The UK Government claims that the proposals are to protect business and consumers, but that appears not to be the case. For example, some of our world-renowned products, such as Scottish meat and fish, which are reared to high animal welfare standards, could be ruthlessly undercut by cheap, mass-produced food from outside Scotland, where far less care is given to the product that is produced. We would be required to accept such goods that meet whatever standards the UK Government decides. For me, that is a worrying prospect, because the UK Government would decide on anything that it wished when it came to a trade deal.

Talking out loud about the first thing that comes to mind, let us say that Donald Trump comes to town and decides that he wants a trade deal with the United Kingdom. Trump and the UK Government would quite happily sell their grandmothers to make sure that they would get that deal done—not for the benefit of Scotland or for the people of Scotland, but for their own grubby self-interest. That is the only reason that they would want to do it.

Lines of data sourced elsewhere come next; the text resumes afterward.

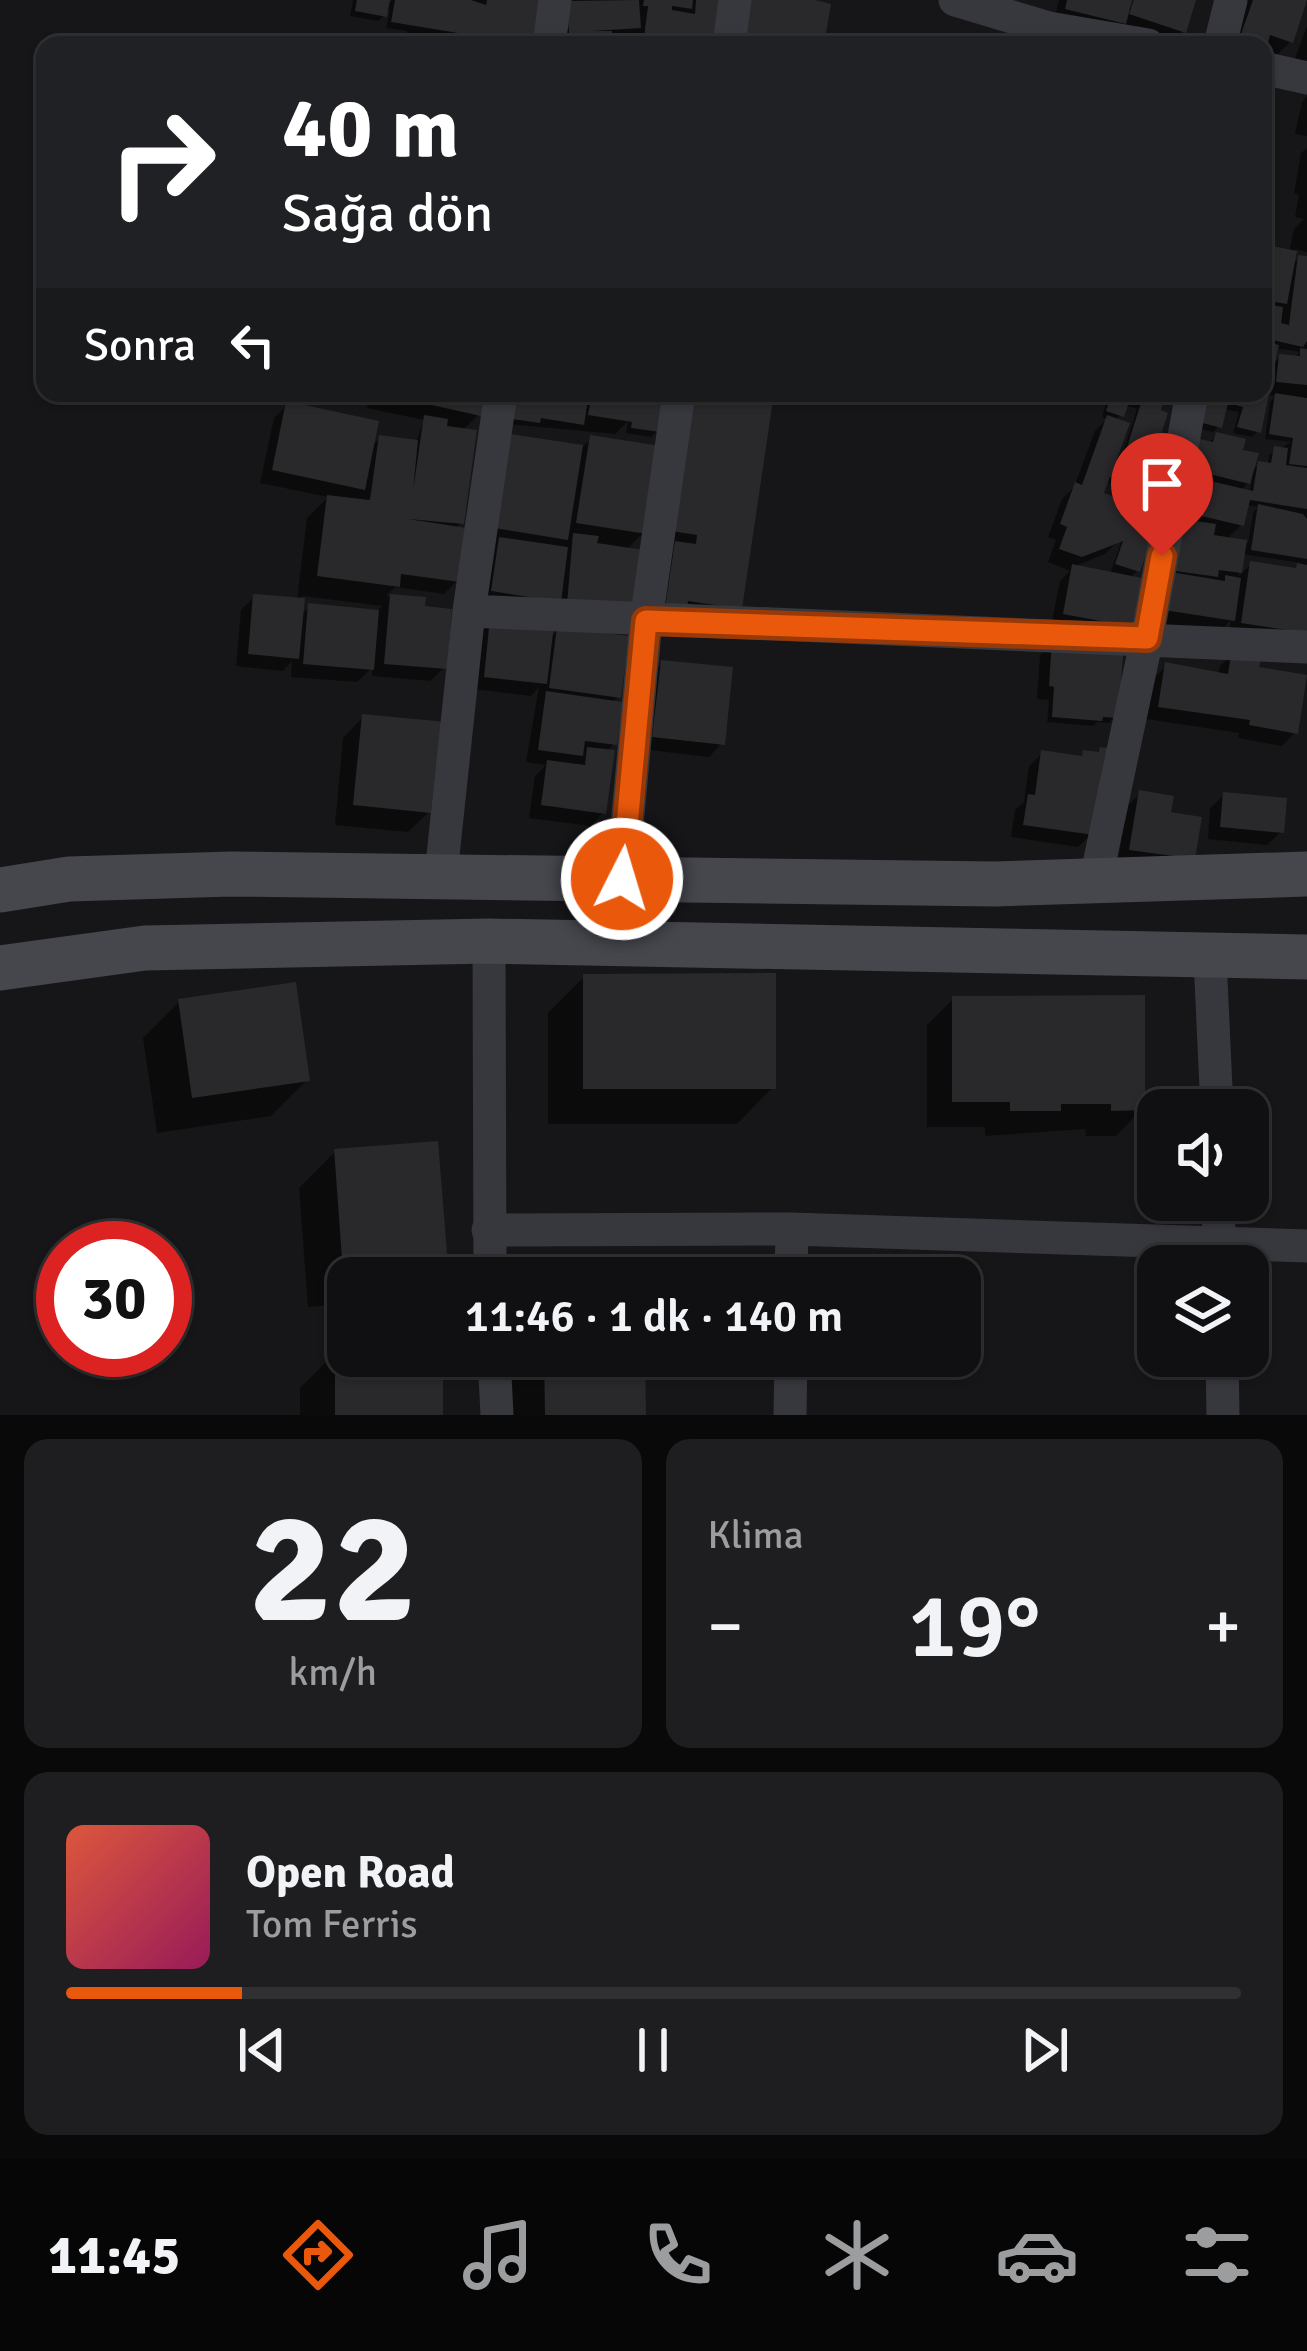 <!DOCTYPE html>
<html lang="tr">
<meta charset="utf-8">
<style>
:root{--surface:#101012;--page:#1e1e20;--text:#f1f3f6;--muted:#9c9d9f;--line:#303032;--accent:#ea580c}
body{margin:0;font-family:Signika,sans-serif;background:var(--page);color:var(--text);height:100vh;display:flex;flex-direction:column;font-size:45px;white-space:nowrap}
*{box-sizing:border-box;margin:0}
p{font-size:39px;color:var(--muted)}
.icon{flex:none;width:66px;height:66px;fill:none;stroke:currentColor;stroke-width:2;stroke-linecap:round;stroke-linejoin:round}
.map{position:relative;height:1415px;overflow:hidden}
.side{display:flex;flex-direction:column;gap:24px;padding:24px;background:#09090a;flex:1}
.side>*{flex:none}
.guide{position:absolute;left:36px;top:36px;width:1236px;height:366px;border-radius:24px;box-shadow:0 3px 9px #0004,0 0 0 3px var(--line);background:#202124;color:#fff;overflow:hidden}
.tools{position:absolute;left:1137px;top:1089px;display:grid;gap:24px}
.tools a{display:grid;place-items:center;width:132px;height:132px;border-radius:24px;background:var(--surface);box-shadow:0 3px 9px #0004,0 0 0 3px var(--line);font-size:60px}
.speed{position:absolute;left:36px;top:1221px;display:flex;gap:24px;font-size:60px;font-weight:700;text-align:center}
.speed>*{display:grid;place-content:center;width:156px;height:156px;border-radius:50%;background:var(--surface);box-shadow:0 3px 9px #0004,0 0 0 3px var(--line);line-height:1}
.speed .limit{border:18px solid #d22;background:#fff;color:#111}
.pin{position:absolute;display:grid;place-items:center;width:102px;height:102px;color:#fff;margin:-123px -51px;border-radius:50% 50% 50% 0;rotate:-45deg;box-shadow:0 0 12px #0007}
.pin .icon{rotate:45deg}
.me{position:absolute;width:132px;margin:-66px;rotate:5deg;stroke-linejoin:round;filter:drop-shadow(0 0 9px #0008)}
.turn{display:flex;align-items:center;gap:42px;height:252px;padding:0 48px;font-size:54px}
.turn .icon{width:156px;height:156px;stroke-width:2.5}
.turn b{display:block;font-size:84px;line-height:102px}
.then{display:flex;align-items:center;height:114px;padding:0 48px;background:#0003;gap:24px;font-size:45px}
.big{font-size:90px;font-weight:600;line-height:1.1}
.side .widget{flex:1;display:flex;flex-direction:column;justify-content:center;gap:18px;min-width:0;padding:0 42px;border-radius:24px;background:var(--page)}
.side .dial{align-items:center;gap:0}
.dial b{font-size:156px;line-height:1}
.song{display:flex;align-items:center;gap:36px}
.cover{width:144px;height:144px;border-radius:18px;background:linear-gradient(135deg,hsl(10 70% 55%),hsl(330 70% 35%))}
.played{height:12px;border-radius:6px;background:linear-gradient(90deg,var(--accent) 15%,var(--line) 15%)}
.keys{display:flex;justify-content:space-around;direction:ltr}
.heat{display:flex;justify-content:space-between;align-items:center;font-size:66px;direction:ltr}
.side .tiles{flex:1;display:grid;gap:24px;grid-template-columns:1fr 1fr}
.widget:last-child{grid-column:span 2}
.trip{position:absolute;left:327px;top:1257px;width:654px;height:120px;border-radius:24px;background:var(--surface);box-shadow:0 3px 9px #0004,0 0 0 3px var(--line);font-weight:600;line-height:120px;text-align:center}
.tabs{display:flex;height:192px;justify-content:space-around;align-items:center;background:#060607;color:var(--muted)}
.tabs .icon{width:84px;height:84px}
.tabs .current{color:var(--accent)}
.tabs b{font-size:54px;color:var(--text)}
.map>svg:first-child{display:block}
.shadow{fill:#0007;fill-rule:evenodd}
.building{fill:#29292c}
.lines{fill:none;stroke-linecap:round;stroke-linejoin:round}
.street{stroke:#37383d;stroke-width:33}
.secondary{stroke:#45474d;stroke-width:45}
.route-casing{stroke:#983908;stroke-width:30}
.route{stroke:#ea580c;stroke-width:21}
</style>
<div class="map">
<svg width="1307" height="1415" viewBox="0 0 1307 1415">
<rect width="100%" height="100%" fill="#161618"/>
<path class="shadow" d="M 353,0 L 387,0 L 386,6 L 392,0 L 537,0 L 528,45 L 422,45 L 425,43 L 406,40 L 407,31 L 386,28 L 390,10 L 378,21 L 350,16 Z
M 573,0 L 723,0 L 714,45 L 555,45 Z
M 1059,0 L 1129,0 L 1127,6 L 1135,9 L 1137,0 L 1193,0 L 1183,31 L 1170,45 L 1118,28 L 1053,22 Z
M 1246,0 L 1305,0 L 1290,42 L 1277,55 L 1263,50 L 1263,45 L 1230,45 Z
M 1307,26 L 1307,77 L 1290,72 Z
M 360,38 L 391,45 L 352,45 Z
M 1307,96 L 1307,136 L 1295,134 L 1302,102 Z
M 1307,148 L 1307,252 L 1295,249 L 1291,266 L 1299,258 L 1307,259 L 1307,641 L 1229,635 L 1231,620 L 1218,633 L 1152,622 L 1177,492 L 1211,441 L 1217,435 L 1240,452 L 1250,473 L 1259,464 L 1268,466 L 1269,455 L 1291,442 L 1265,439 L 1270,402 L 1276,396 L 1267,395 L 1258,431 L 1252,437 L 1233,433 L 1239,412 L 1224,409 L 1219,426 L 1213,432 L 1191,427 L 1199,393 L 1263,393 L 1263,247 L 1289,252 L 1294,229 L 1304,219 L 1295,217 L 1299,195 L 1294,193 L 1301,153 ZM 1275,348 L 1300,352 L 1294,358 L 1280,357 L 1270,367 ZM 1252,479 L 1249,494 L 1240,491 ZM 1246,505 L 1258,507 L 1253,513 L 1248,543 L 1227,539 L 1241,525 ZM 1242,554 L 1301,563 L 1300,569 L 1251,564 L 1239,576 Z
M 315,393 L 368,393 L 357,403 Z
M 370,393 L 483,393 L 478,415 L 462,431 L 461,523 L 455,529 L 457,581 L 444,594 L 395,587 L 386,596 L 423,600 L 444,668 L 430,681 L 372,676 L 373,667 L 357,682 L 291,677 L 292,661 L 283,671 L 236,666 L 241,610 L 254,597 L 297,600 L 307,518 L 328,497 L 260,483 L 274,418 L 287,405 L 371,447 L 380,438 L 416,442 L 424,420 L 367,408 ZM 302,596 L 382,606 L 378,610 L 310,607 L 300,616 Z
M 513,393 L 663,393 L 657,431 L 651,437 L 626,433 L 628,421 L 615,434 L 508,424 Z
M 771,393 L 739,608 L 660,614 L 670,550 L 674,546 L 659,544 Z
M 1109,393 L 1163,393 L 1151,457 L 1145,463 L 1122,456 L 1137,409 L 1125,405 L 1116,421 L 1113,461 L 1121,480 L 1115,486 L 1105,482 L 1100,495 L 1120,502 L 1135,471 L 1146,506 L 1140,511 L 1130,508 L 1124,527 L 1137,571 L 1130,578 L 1130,625 L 1051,626 L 1060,581 L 1070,571 L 1048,562 L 1056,540 L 1048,537 L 1062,499 L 1074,487 L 1095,431 L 1107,419 L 1102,417 ZM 1123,536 L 1110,574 L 1073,567 L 1105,554 Z
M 591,439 L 644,532 L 626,550 L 632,612 L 479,604 L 477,548 Z
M 491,621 L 549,639 L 558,630 L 619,696 L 611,704 L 614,744 L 606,752 L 603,813 L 590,826 L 529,818 L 535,776 L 546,765 L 526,762 L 539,687 L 531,696 L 472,689 L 478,634 Z
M 1054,642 L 1115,717 L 1109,723 L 1097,722 L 1093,726 L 1047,722 L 1049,700 L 1037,699 L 1040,655 Z
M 1233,653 L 1256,669 L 1295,732 L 1282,746 L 1238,738 L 1239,733 L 1146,719 L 1153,679 L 1166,666 L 1218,675 L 1220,666 Z
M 662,663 L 722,743 L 709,757 L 641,749 L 649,676 Z
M 363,717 L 429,812 L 408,832 L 335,825 L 343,738 Z
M 1043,753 L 1079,758 L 1084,753 L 1092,834 L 1078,847 L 1011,837 L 1015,810 L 1024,802 L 1029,766 Z
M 1140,794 L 1167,815 L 1192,858 L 1118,862 L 1126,807 Z
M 1224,795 L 1281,832 L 1267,845 L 1208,839 L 1210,808 Z
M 584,977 L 773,1087 L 737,1124 L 548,1124 L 548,1013 Z
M 953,999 L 1142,1109 L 1116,1136 L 1086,1136 L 1085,1129 L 985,1136 L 985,1127 L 927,1127 L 927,1025 Z
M 179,1002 L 307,1080 L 271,1116 L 157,1133 L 143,1038 Z
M 335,1152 L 445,1264 L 430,1278 L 348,1278 L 348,1304 L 308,1307 L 299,1188 Z
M 336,1352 L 348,1352 L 348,1356 L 440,1356 L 440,1415 L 300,1415 L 300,1388 Z
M 509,1356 L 642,1356 L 643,1415 L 509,1415 Z"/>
<path class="building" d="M 357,0 L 390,0 L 387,17 L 355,11 Z
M 395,0 L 471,0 L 486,5 L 487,0 L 540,0 L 532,45 L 391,22 Z
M 639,0 L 641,28 L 593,31 L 612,31 L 613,45 L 560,45 L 559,34 L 569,33 L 567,1 Z
M 644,0 L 693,0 L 692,9 L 672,6 L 672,10 L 695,14 L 696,0 L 726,0 L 717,45 L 643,45 L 648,6 L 643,6 Z
M 749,0 L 815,0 L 831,4 L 824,45 L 742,45 Z
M 1067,0 L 1132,0 L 1126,24 L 1065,9 Z
M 1134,0 L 1196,0 L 1186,33 L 1129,14 Z
M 1253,0 L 1307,0 L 1293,43 L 1270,35 L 1268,43 L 1241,34 Z
M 1263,244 L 1297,251 L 1287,304 L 1263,300 Z
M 1298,255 L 1307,256 L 1307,341 L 1303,347 L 1263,338 L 1263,304 L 1283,307 L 1281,323 L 1289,325 Z
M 1263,341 L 1279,345 L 1261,433 L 1237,427 L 1243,407 L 1228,403 L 1222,428 L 1195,421 L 1202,393 L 1263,393 Z
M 1300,348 L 1307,349 L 1307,385 L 1276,382 L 1279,354 L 1300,356 Z
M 378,393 L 486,393 L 481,416 Z
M 516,393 L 589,393 L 584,425 L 541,418 L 540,423 L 512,419 Z
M 592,393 L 666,393 L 660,432 L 631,428 L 632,422 L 588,415 Z
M 692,393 L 774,393 L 742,609 L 688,601 L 687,612 L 665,608 L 675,541 L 696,544 L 697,535 L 671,531 Z
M 1112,393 L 1166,393 L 1161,410 L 1168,413 L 1153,459 L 1126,450 L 1141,403 L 1130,399 L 1124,417 L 1106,411 Z
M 1275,393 L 1307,398 L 1307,466 L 1289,464 L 1293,438 L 1269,434 Z
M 286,401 L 379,421 L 365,490 L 272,470 Z
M 424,415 L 448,419 L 447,426 L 477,430 L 464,524 L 408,519 L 467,528 L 460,582 L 401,574 L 400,587 L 317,576 L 327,495 L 370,500 L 379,435 L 418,440 L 413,491 Z
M 1107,415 L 1130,423 L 1117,459 L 1130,464 L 1123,482 L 1110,477 L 1104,493 L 1123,500 L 1134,467 L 1159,475 L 1148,507 L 1136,503 L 1131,515 L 1156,524 L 1140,572 L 1115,564 L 1123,541 L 1082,557 L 1059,549 L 1067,527 L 1060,524 L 1075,482 L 1082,485 Z
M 1216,432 L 1246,439 L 1243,450 L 1259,453 L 1250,484 L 1189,469 L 1196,438 L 1213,442 Z
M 510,434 L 583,445 L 568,540 L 495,528 Z
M 590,435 L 661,446 L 647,534 L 576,523 Z
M 1274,446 L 1288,448 L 1286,465 L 1307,468 L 1307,509 L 1250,500 L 1244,526 L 1180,511 L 1189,476 L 1253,491 L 1258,461 L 1271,463 Z
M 1258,504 L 1303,514 L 1307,519 L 1307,559 L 1251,550 Z
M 1177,518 L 1216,524 L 1214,535 L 1247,540 L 1242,573 L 1219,570 L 1218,577 L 1169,570 Z
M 573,533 L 599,536 L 597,543 L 644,550 L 635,613 L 567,604 Z
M 499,537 L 568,547 L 561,602 L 491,591 Z
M 1250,561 L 1296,568 L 1297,563 L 1307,565 L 1307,633 L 1241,623 Z
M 1072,564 L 1142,578 L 1133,627 L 1063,614 Z
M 1170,572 L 1225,581 L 1225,575 L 1241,578 L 1235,621 L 1164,610 Z
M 253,594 L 305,598 L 299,659 L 248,654 Z
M 390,594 L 426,597 L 425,606 L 452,609 L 447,669 L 384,664 Z
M 308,603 L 379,610 L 374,670 L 303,664 Z
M 490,618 L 554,625 L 547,684 L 484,677 Z
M 557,627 L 629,636 L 621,698 L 549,688 Z
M 1052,639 L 1124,644 L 1118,718 L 1103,717 L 1102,721 L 1052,717 L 1054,687 L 1049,686 Z
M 1232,649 L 1262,655 L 1259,667 L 1307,675 L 1298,734 L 1249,725 L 1250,720 L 1158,707 L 1165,662 L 1228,674 Z
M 661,660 L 733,667 L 725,745 L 652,737 Z
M 546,691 L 623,702 L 617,745 L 585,741 L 583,756 L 538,750 Z
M 362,714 L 446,722 L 442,767 L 436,766 L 431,813 L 353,805 Z
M 587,747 L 615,750 L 606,814 L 541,805 L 547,760 L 585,765 Z
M 1100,747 L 1115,749 L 1094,835 L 1023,825 L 1028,794 L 1035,795 L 1041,750 L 1082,756 L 1083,750 L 1099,752 Z
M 1139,790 L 1174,796 L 1171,812 L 1202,817 L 1195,859 L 1129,850 Z
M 1223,792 L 1287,798 L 1284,833 L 1220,827 Z
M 776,973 L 776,1089 L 583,1089 L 583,974 Z
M 296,982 L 310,1081 L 192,1098 L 178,999 Z
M 1145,995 L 1145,1110 L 1111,1111 L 1111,1104 L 1061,1104 L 1061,1111 L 1010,1111 L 1010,1102 L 952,1102 L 952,996 Z
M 438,1141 L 448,1265 L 343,1272 L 334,1149 Z
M 335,1349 L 348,1349 L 348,1356 L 443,1356 L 443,1415 L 335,1415 Z
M 544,1356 L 645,1356 L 646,1415 L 545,1415 Z"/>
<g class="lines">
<path class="street" d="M 955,0 L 1049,28 L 1148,45
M 549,45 L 555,0
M 729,45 L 735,0
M 1220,45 L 1231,0
M 1263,68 L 1307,78
M 469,611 L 1307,647
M 441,874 L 469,611 L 501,393
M 622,879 L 646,621 L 679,393
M 1095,883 L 1147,638 L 1192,393
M 489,941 L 490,1278
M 1210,958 L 1217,1110
M 1218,1200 L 1220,1266
M 488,1230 L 792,1229 L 1307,1246
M 791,1278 L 792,1229
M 494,1356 L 497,1415
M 1222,1356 L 1223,1415
M 790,1415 L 791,1356"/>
<path class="secondary" d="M 0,890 L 69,879 L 231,874 L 995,884 L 1307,874
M 0,968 L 145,948 L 489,941 L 1307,957"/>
</g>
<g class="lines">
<g class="route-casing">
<path id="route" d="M 622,879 L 646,621 L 1147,638 L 1162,556"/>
</g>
<use href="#route" class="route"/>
</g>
</svg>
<div class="tools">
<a><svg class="icon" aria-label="sound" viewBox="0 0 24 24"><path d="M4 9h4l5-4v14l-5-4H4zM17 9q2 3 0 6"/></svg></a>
<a><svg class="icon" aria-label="layers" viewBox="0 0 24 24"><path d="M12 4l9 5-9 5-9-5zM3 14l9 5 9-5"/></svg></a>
</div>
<div class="speed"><div class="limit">30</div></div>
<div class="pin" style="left:1162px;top:556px;background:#d93025"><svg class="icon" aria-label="arrive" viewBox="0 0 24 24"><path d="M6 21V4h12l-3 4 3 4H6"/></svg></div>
<svg class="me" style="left:622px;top:879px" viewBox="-20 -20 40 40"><circle r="17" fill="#ea580c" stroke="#fff" stroke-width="3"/><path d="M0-11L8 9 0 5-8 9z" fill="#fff"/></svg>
<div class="trip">11:46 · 1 dk · 140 m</div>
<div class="guide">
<div class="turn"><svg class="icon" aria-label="right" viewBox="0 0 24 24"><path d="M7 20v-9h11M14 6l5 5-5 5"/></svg><div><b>40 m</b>Sağa dön</div></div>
<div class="then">Sonra<svg class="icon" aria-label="left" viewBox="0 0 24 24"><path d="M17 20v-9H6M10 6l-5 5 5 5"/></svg></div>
</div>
</div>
<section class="side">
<div class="tiles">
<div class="widget dial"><b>22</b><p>km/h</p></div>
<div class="widget"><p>Klima</p>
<div class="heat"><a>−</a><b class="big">19°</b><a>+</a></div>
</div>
<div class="widget">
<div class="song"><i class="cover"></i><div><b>Open Road</b><p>Tom Ferris</p></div></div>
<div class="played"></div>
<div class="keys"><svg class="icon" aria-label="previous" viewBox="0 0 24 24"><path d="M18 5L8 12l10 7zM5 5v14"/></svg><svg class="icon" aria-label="pause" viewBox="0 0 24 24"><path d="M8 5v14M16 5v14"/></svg><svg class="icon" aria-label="next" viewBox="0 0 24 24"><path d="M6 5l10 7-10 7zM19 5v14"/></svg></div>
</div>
</div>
</section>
<nav class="tabs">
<b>11:45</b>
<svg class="icon current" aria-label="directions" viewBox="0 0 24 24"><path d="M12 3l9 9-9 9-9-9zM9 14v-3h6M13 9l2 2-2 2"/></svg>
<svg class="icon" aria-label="music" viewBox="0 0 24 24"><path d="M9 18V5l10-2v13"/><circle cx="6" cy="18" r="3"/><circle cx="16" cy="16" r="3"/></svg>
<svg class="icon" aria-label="phone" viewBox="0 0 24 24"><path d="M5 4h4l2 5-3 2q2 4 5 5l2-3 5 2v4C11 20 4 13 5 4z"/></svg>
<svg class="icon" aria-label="climate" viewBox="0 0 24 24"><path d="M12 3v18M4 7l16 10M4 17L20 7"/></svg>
<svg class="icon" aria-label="car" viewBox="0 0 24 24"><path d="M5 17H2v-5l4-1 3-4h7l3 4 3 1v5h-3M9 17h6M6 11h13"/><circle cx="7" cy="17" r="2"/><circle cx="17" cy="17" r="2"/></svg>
<svg class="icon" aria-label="filters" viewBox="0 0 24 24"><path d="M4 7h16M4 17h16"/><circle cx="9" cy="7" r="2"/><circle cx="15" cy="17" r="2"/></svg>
</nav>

It has been a bit of a panto season in the chamber today: when anyone mentions chlorinated chicken, the Tories get really animated. The point is that if a trade deal with the United States meant that there was a chance that there would be chlorinated chicken in Scotland, what would the Scottish Parliament be able to do to stop it? Under the current proposals, it would be able to do absolutely nothing.

Why do we not find a way for the four devolved nations to work together, with mutual respect, to resolve their differences? That is the way that things are done anywhere else in the world, but not here, where it is all about the Tory Government regaining control and then taking even more control.

If we look at the scenario in front of us, we see that the UK Government proposals would at best confuse, and at worst negate, the arrangement that we now have. That, for me, is a worry. For the sake of debate, imagine a situation in which the Scottish Parliament does not agree with the UK Government. I shudder to think that that would ever happen, but if it did, there is nothing in the proposed processes that gives any of the devolved nations an opportunity to do anything about it.

I have been a member of the SNP since I was a teenager, and that was not yesterday. I have wanted Scottish independence for most of my life, but I also believe passionately in this place—our nation’s Parliament. It is an institution that I respect and would defend with every fibre of my being. The proposed UK internal market is a threat to this place. We cannot allow a Government that was not elected by Scotland—that Scotland did not vote for—to dictate to Scotland’s Parliament.